### WHAT THE EXERCISE ASKS:
Search the entries below for "label" and copy each matching line.

### INFORMATION:
====

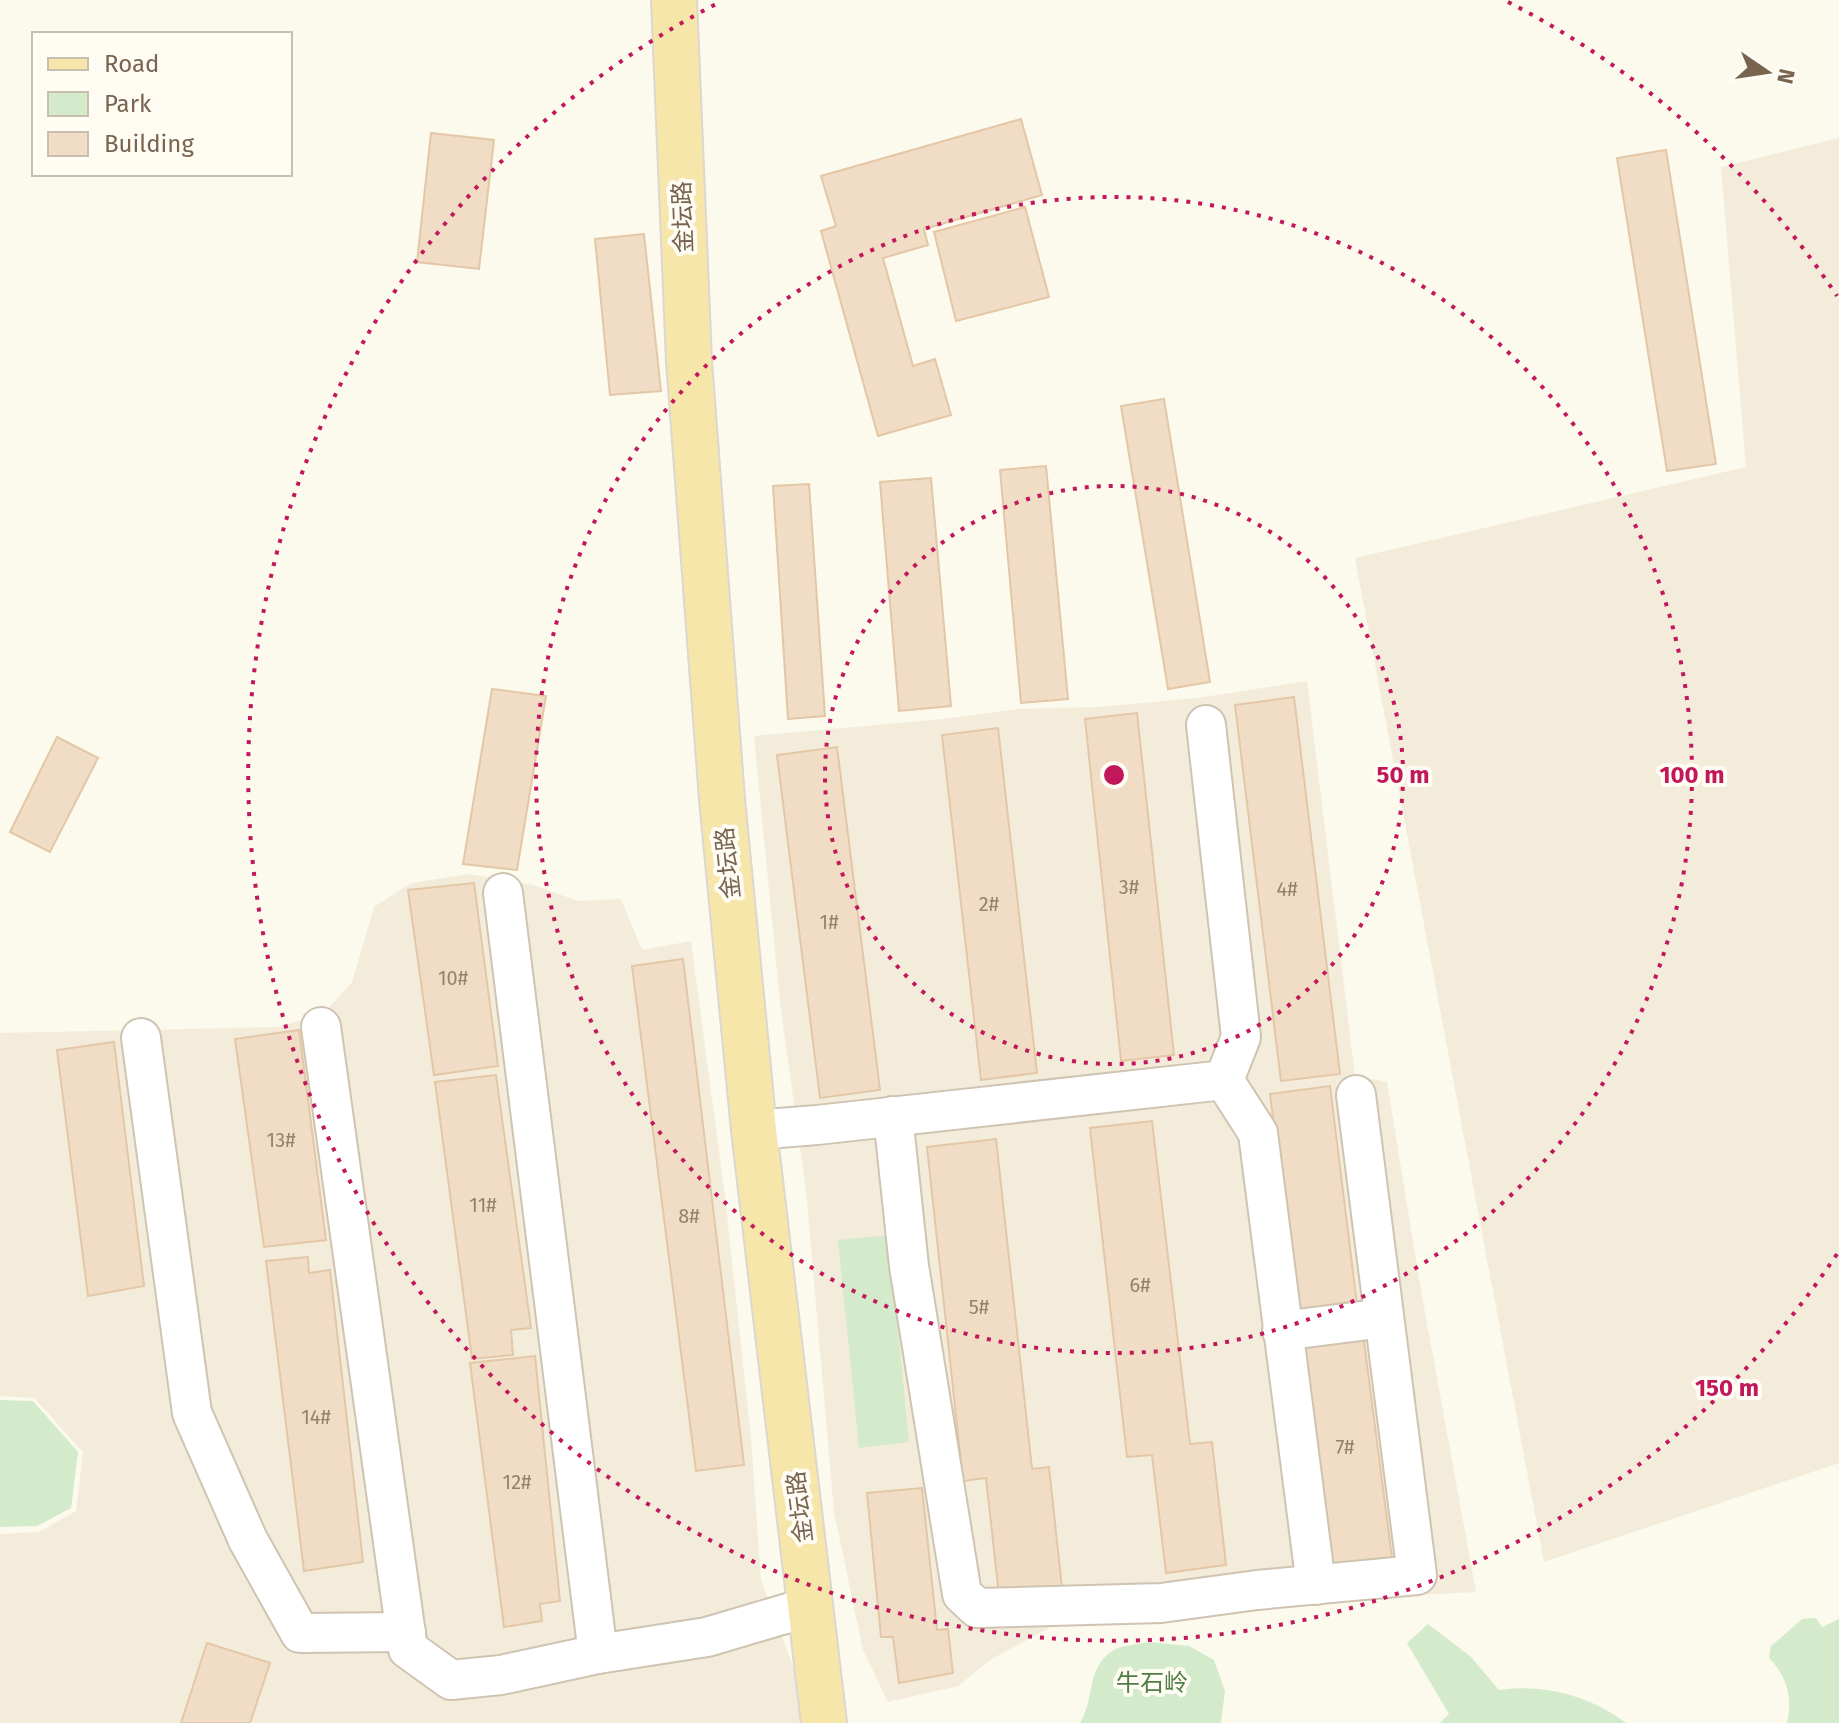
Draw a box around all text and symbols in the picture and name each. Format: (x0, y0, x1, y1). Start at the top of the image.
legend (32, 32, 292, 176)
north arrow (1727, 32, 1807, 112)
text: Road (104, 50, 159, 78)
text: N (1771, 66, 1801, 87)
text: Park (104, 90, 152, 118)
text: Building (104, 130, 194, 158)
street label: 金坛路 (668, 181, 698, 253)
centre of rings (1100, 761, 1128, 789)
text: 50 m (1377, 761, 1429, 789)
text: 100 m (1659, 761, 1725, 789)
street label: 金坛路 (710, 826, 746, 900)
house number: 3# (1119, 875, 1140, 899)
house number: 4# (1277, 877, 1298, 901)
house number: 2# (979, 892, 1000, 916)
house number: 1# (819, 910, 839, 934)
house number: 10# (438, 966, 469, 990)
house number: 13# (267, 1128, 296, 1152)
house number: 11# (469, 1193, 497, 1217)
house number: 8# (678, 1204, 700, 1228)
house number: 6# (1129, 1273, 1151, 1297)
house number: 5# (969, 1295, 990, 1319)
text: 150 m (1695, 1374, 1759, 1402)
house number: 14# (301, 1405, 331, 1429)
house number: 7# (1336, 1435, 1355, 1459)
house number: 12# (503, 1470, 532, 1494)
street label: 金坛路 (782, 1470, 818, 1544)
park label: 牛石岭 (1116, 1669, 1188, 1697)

====

### ANSWER BOX:
street label: 金坛路 (668, 181, 698, 253)
street label: 金坛路 (710, 826, 746, 900)
street label: 金坛路 (782, 1470, 818, 1544)
park label: 牛石岭 (1116, 1669, 1188, 1697)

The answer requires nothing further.